TTLs are not a strategy¶

A TTL is a confession that you don't know when the data changes. Sometimes that's fine — truly static config, feature flags that update once a quarter, reference data that an intern updates on Tuesdays. For those, set a TTL and stop thinking about it.

For everything else, a TTL is a prayer. "Please let nothing important change in the next 30 seconds." Production answers prayers with incidents.

The alternative is event-driven invalidation, which is harder and uglier and makes your architecture diagrams look like a bowl of spaghetti. It's also correct. You don't have to like it.

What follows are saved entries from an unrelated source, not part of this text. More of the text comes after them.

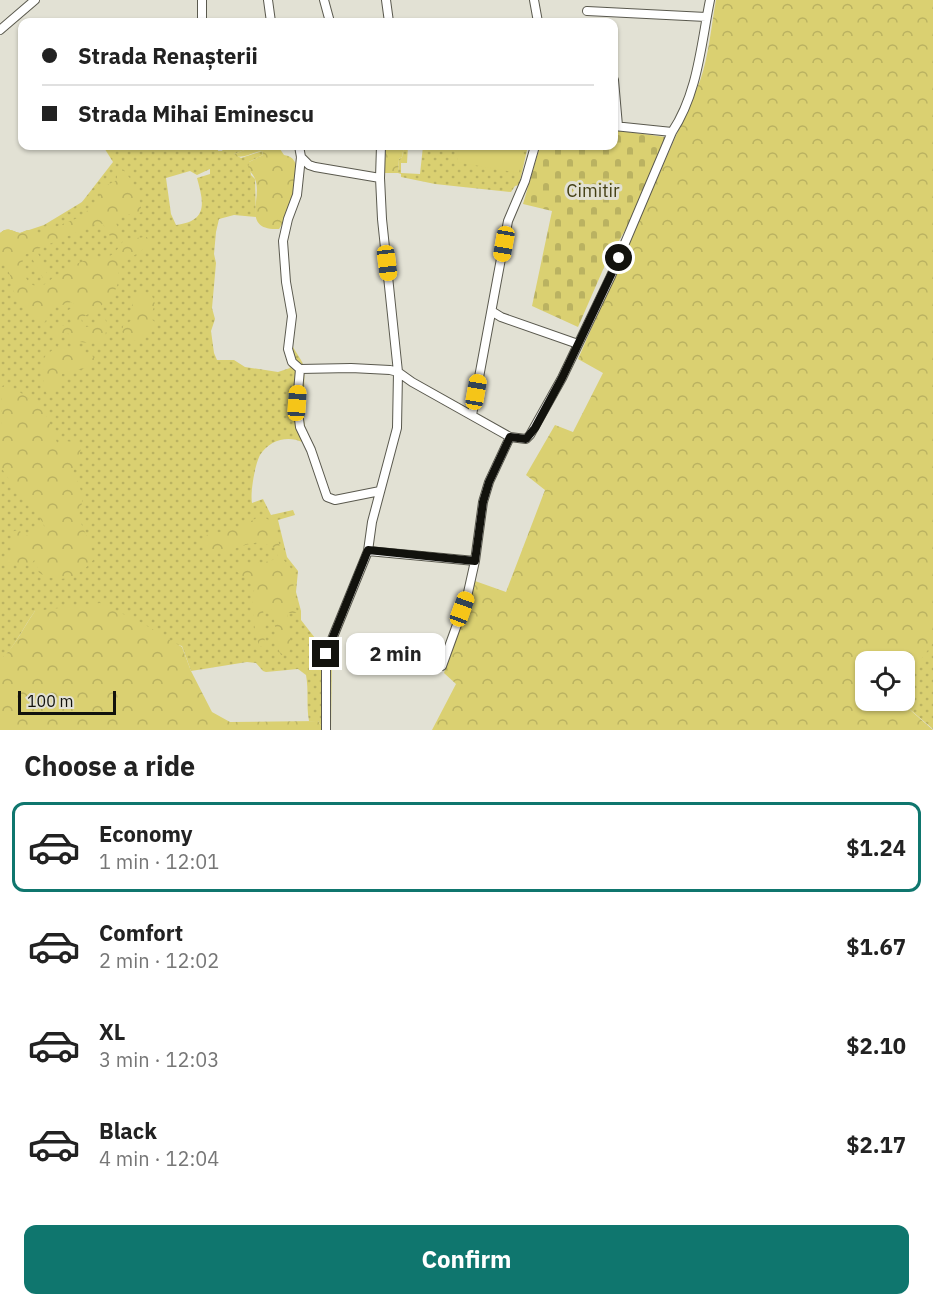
<!DOCTYPE html>
<html lang="en">
<head>
<meta charset="utf-8">
<style>
  body { margin:0; font-family:"IBM Plex Sans",sans-serif; background:#f2f2f2; color:#222; height:100vh; display:flex; flex-direction:column; font-size:22px; white-space:nowrap }
  * { box-sizing:border-box; margin:0 }
  p { font-size:20px; color:#767676 }
  .icon { flex:none; width:33px; height:33px; fill:none; stroke:currentColor; stroke-width:2; stroke-linecap:round; stroke-linejoin:round }
  .map { position:relative; height:730px; overflow:hidden }
  .panel { display:flex; flex-direction:column; background:#fff; flex:1 }
  .panel>* { flex:none }
  .hud { position:absolute; left:18px; top:18px; width:600px; height:132px; border-radius:12px; box-shadow:0 2px 4px #0004; display:grid; align-content:center; height:132px; padding:0 24px; background:#fff }
  .fabs { position:absolute; left:855px; top:651px; display:grid; gap:12px }
  .fabs a { display:grid; place-items:center; width:60px; height:60px; border-radius:12px; background:#fff; box-shadow:0 2px 4px #0004; font-size:30px }
  .scale { position:absolute; left:18px; bottom:15px; width:98px; box-sizing:border-box; padding-left:6px; border:3px solid #12120d; border-top:0; font-size:16px; line-height:21px; white-space:nowrap; color:#12120d; -webkit-text-stroke:4px #e2e1d4; paint-order:stroke }
  .end { position:absolute; width:27px; height:27px; margin:-14px; border:8px solid #12120d; background:#fff; box-shadow:0 0 0 3px #fff }
  .from { border-radius:50% }
  .bubble { position:absolute; height:42px; border-radius:12px; background:#fff; box-shadow:0 2px 4px #0004; font-size:20px; font-weight:700; line-height:42px; text-align:center }
  .car { position:absolute; width:18px; height:36px; margin:-18px -9px; border-radius:8px; box-shadow:0 0 4px 2px #0007; background:linear-gradient(#f5c518 24%,#345 0 40%,#f5c518 0 76%,#345 0 86%,#f5c518 0) }
  .hud b { display:flex; align-items:center; gap:21px; height:57px; font-size:22px }
  .hud b+b { border-top:2px solid #e0e0e0 }
  .hud i { width:15px; height:15px; background:#222 }
  ul { padding:0; list-style:none }
  li { display:flex; align-items:center; gap:18px; height:90px; margin:0 12px 9px; padding:0 12px; border:3px solid transparent; border-radius:12px }
  li div { flex:1 }
  li b { display:block; font-size:22px }
  li em { font-style:normal; font-weight:700 }
  li.selected { border-color:#0f766e }
  li>.icon { width:54px; height:54px; stroke-width:1.5 }
  h2 { padding:0 24px; font-size:27px; line-height:72px }
  .primary-button { display:flex; gap:12px; margin-top:auto; padding:12px 24px }
  .primary-button a { flex:1; height:69px; border-radius:12px; background:#0f766e; color:#fff; font-size:24px; font-weight:700; line-height:69px; text-align:center }
  .map>svg:first-child { display:block }
</style>
</head>
<body>
<div class="map">
<svg width="933" height="730" viewBox="0 0 933 730">
  <defs>
    <pattern id="grass-dots" width="8" height="8" patternUnits="userSpaceOnUse" patternTransform="scale(1.5)"><rect width="8" height="8" fill="#dad071"/><path d="M2 2h.1M6 6h.1" fill="none" stroke="#bab261" stroke-width="1.8" stroke-linecap="round"/></pattern>
    <pattern id="forest-crowns" width="20" height="18" patternUnits="userSpaceOnUse" patternTransform="scale(1.5)"><rect width="20" height="18" fill="#dad071"/><path d="M2 6a3 3 0 1 1 6 0M12 15a3 3 0 1 1 6 0" fill="none" stroke="#bab261"/></pattern>
    <pattern id="cemetery-stones" width="16" height="16" patternUnits="userSpaceOnUse" patternTransform="scale(1.5)"><rect width="16" height="16" fill="#dad071"/><path d="M2 7V4a2 2 0 0 1 4 0v3zM10 15v-3a2 2 0 0 1 4 0v3z" fill="#bab261"/></pattern>
  </defs>
  <rect width="100%" height="100%" fill="#e2e1d4"/>
  <path fill="url(#grass-dots)" fill-rule="evenodd" d="M 103,146 L 218,146 L 218,151 L 222,151 L 225,146 L 255,146 L 234,154 L 241,158 L 262,151 L 263,155 L 249,162 L 251,175 L 255,179 L 256,217 L 234,215 L 219,219 L 216,232 L 214,254 L 216,263 L 212,308 L 215,319 L 211,331 L 214,353 L 217,360 L 234,360 L 245,367 L 278,372 L 290,368 L 284,348 L 293,347 C 296,353 303,361 304,368 C 306,392 299,416 309,439 L 302,442 C 288,435 269,440 260,455 C 255,464 250,493 252,503 L 263,499 L 271,515 L 293,510 L 295,515 L 278,520 L 287,557 L 298,571 L 296,592 L 301,611 L 301,620 L 315,638 L 325,644 L 328,641 L 335,642 L 332,655 L 331,730 L 324,730 L 318,721 L 309,721 C 306,705 309,691 306,675 L 298,669 L 266,672 L 263,671 L 256,663 L 247,662 L 191,671 L 182,646 L 35,611 C 24,626 13,650 0,661 L 0,233 C 8,226 11,231 20,233 L 44,225 L 82,202 L 113,162 ZM 210,169 L 210,174 L 197,178 C 204,203 208,221 176,225 L 171,214 L 166,178 L 190,171 L 197,175 Z
    M 404,146 L 408,146 L 407,163 L 401,163 L 401,173 L 420,174 L 423,146 L 528,146 L 519,185 L 515,186 L 511,192 L 435,184 L 401,177 L 401,174 L 398,173 L 399,159 L 402,157 Z
    M 931,643 L 933,643 L 933,729 L 900,701 L 904,700 L 905,682 Z"/>
  <path fill="url(#forest-crowns)" d="M 716,0 L 933,0 L 933,643 L 905,682 L 904,662 L 866,662 L 866,700 L 900,701 L 933,730 L 432,730 L 456,684 L 444,673 L 475,581 L 506,592 L 545,490 L 526,475 L 555,425 L 573,432 L 603,373 L 578,359 L 700,81 C 709,55 711,27 716,0 Z
    M 255,146 L 278,146 L 284,155 C 312,158 289,216 279,229 C 240,231 263,198 255,179 C 254,175 250,172 248,168 L 249,162 L 263,155 L 262,151 C 252,152 244,159 235,156 L 234,154 Z
    M 386,146 L 404,146 L 402,157 L 399,159 L 398,173 L 384,173 Z
    M 120,166 L 133,182 L 133,187 L 137,189 L 142,212 C 133,215 126,213 117,216 L 116,223 L 122,238 L 114,243 L 103,224 L 98,223 L 38,249 L 38,253 L 48,276 L 44,280 L 29,253 L 22,256 C 23,266 23,280 33,285 C 44,290 49,279 57,275 C 67,269 79,262 91,258 C 97,257 104,258 109,256 C 116,254 120,244 125,239 L 147,237 L 150,243 C 142,252 131,256 123,264 C 117,269 119,275 118,282 C 116,297 94,312 81,318 L 82,322 L 86,327 L 95,325 L 98,320 L 104,317 L 107,323 L 105,339 C 94,345 82,342 70,341 L 68,333 L 64,337 L 56,336 L 52,329 L 58,325 L 70,327 L 72,324 L 67,311 L 73,307 L 74,304 L 71,302 L 51,309 L 45,322 L 39,321 C 34,316 20,305 18,300 C 9,286 15,273 0,261 L 0,233 C 8,226 11,231 20,233 L 27,230 L 38,234 L 80,217 L 97,203 L 103,187 L 117,180 L 117,168 Z
    M 143,293 L 151,293 L 155,304 L 150,318 L 155,322 L 157,327 L 150,330 L 139,342 L 130,339 L 122,332 L 123,326 L 132,320 L 131,308 L 135,297 Z
    M 59,345 L 80,350 L 98,359 L 93,366 L 62,374 L 58,388 L 47,394 L 43,385 L 45,375 L 41,363 L 46,355 Z
    M 5,385 C 20,389 29,401 43,407 L 58,445 L 64,441 L 75,442 L 81,449 L 73,472 C 81,488 86,499 78,516 L 90,544 L 94,559 C 78,578 62,585 39,573 L 35,559 L 30,566 C 19,562 11,561 0,565 L 0,562 L 10,558 L 14,549 L 11,532 L 18,530 L 27,536 L 34,530 L 45,527 L 34,507 L 25,503 L 0,466 L 2,401 L 0,387 Z
    M 261,515 L 275,524 L 282,558 L 295,573 L 293,590 L 297,613 L 287,613 L 291,646 L 288,655 L 281,655 C 273,639 278,620 269,605 L 263,607 L 265,647 L 259,646 C 255,631 252,615 253,600 C 253,592 256,588 253,581 L 244,577 L 236,571 L 236,566 C 249,561 266,566 278,557 L 276,549 C 250,531 235,558 207,552 L 201,544 L 207,535 C 227,531 244,527 261,515 Z
    M 100,603 L 142,623 L 182,647 L 191,671 L 212,712 L 230,722 L 318,721 L 324,730 L 0,730 L 0,660 C 13,650 25,625 35,611 Z"/>
  <path fill="url(#cemetery-stones)" d="M 614,130 L 665,137 L 631,220 L 605,265 L 578,327 L 532,306 L 552,211 L 523,204 L 540,146 L 614,146 Z"/>
  <path fill="#dad071" d="M 460,146 L 524,146 L 519,173 L 457,162 Z"/>
  <g fill="none" stroke-linecap="round" stroke-linejoin="round">
    <g stroke="#5a594e" stroke-width="10">
      <path id="minor" d="M 202,0 L 202,22
        M 268,0 L 271,22
        M 324,0 L 330,22
        M 386,0 L 389,22
        M 534,0 L 538,22
        M 587,11 L 706,17
        M 0,30 L 35,0
        M 614,80 L 618,126
        M 614,126 L 672,132
        M 299,146 L 301,157 L 297,195 L 288,219 L 283,241 L 286,282 L 292,316 L 288,349 L 292,362 L 300,369 L 297,403 L 300,427 L 311,450 L 327,497 L 335,500 L 380,491
        M 301,157 L 309,165 L 315,167 L 380,178
        M 493,312 L 501,317 L 578,344
        M 300,369 L 351,368 L 390,370 L 398,372 L 412,382 L 510,437 L 526,439 L 530,435 L 562,378 L 611,276 L 672,132 C 698,93 701,44 710,0
        M 472,415 L 508,221 L 525,181 L 535,146
        M 368,551 L 475,561
        M 442,666 L 467,597 L 475,561 L 483,502 L 489,482 L 510,437
        M 326,730 L 326,654 L 368,551 L 372,522 L 397,428 L 398,372 L 382,219 L 380,178 L 381,146"/>
    </g>
    <use href="#minor" stroke="#fff" stroke-width="8"/>
  </g>
  <g fill="none" stroke-linecap="round" stroke-linejoin="round">
    <path stroke="#12120d" stroke-width="8" d="M 326,654 L 368,550 L 475,561 L 483,502 L 489,482 L 510,437 L 526,439 L 535,428 L 562,378 L 619,258"/>
  </g>
  <g text-anchor="middle" stroke-width="6" stroke-linejoin="round" paint-order="stroke">
    <g font-size="18" fill="#433f15" stroke="#e2e1d4">
      <text x="593" y="197">Cimitir</text>
    </g>
  </g>
</svg>
<div class="fabs">
<a><svg class="icon" aria-label="locate" viewBox="0 0 24 24"><circle cx="12" cy="12" r="6"/><path d="M12 2v4M12 18v4M2 12h4M18 12h4"/></svg></a>
</div>
<div class="scale">100 m</div>
<i class="end from" style="left:619px;top:258px"></i>
<i class="end" style="left:326px;top:654px"></i>
<div class="bubble" style="left:346px;top:633px;width:99px">2 min</div>
<i class="car" style="left:504px;top:244px;rotate:190deg"></i>
<i class="car" style="left:387px;top:263px;rotate:173deg"></i>
<i class="car" style="left:476px;top:392px;rotate:10deg"></i>
<i class="car" style="left:297px;top:403px;rotate:4deg"></i>
<i class="car" style="left:462px;top:609px;rotate:20deg"></i>
<div class="hud">
<b><i class="from"></i>Strada Renașterii</b>
<b><i></i>Strada Mihai Eminescu</b>
</div>
</div>
<section class="panel">
<h2>Choose a ride</h2>
<ul>
<li class="selected"><svg class="icon" aria-label="car" viewBox="0 0 24 24"><path d="M5 17H2v-5l4-1 3-4h7l3 4 3 1v5h-3M9 17h6M6 11h13"/><circle cx="7" cy="17" r="2"/><circle cx="17" cy="17" r="2"/></svg><div><b>Economy</b><p>1 min · 12:01</p></div><em>$1.24</em></li>
<li><svg class="icon" aria-label="car" viewBox="0 0 24 24"><path d="M5 17H2v-5l4-1 3-4h7l3 4 3 1v5h-3M9 17h6M6 11h13"/><circle cx="7" cy="17" r="2"/><circle cx="17" cy="17" r="2"/></svg><div><b>Comfort</b><p>2 min · 12:02</p></div><em>$1.67</em></li>
<li><svg class="icon" aria-label="car" viewBox="0 0 24 24"><path d="M5 17H2v-5l4-1 3-4h7l3 4 3 1v5h-3M9 17h6M6 11h13"/><circle cx="7" cy="17" r="2"/><circle cx="17" cy="17" r="2"/></svg><div><b>XL</b><p>3 min · 12:03</p></div><em>$2.10</em></li>
<li><svg class="icon" aria-label="car" viewBox="0 0 24 24"><path d="M5 17H2v-5l4-1 3-4h7l3 4 3 1v5h-3M9 17h6M6 11h13"/><circle cx="7" cy="17" r="2"/><circle cx="17" cy="17" r="2"/></svg><div><b>Black</b><p>4 min · 12:04</p></div><em>$2.17</em></li>
</ul>
<div class="primary-button"><a>Confirm</a></div>
</section>
</body>
</html>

You have to decide whether you'd rather debug stale data at 3am or draw a messy diagram at 3pm.

The 10ms that isn't¶

Here's the thing about that "< 1ms" on the whiteboard: it's measuring the wrong thing. Yes, the Redis GET took 0.8ms. But the decision to trust that value — to skip the database, to serve a response built on a foundation of "probably still true" — that decision has a cost measured in incidents, not milliseconds.

I'm not anti-cache. I cache aggressively in Astra where the contract is clear. But I've stopped pretending that adding a cache is free. Every cache is a bet. The 10ms lie is that we only count the wins.

The honest version: caching makes your system faster and less correct, and your job is to decide how much of each you can afford.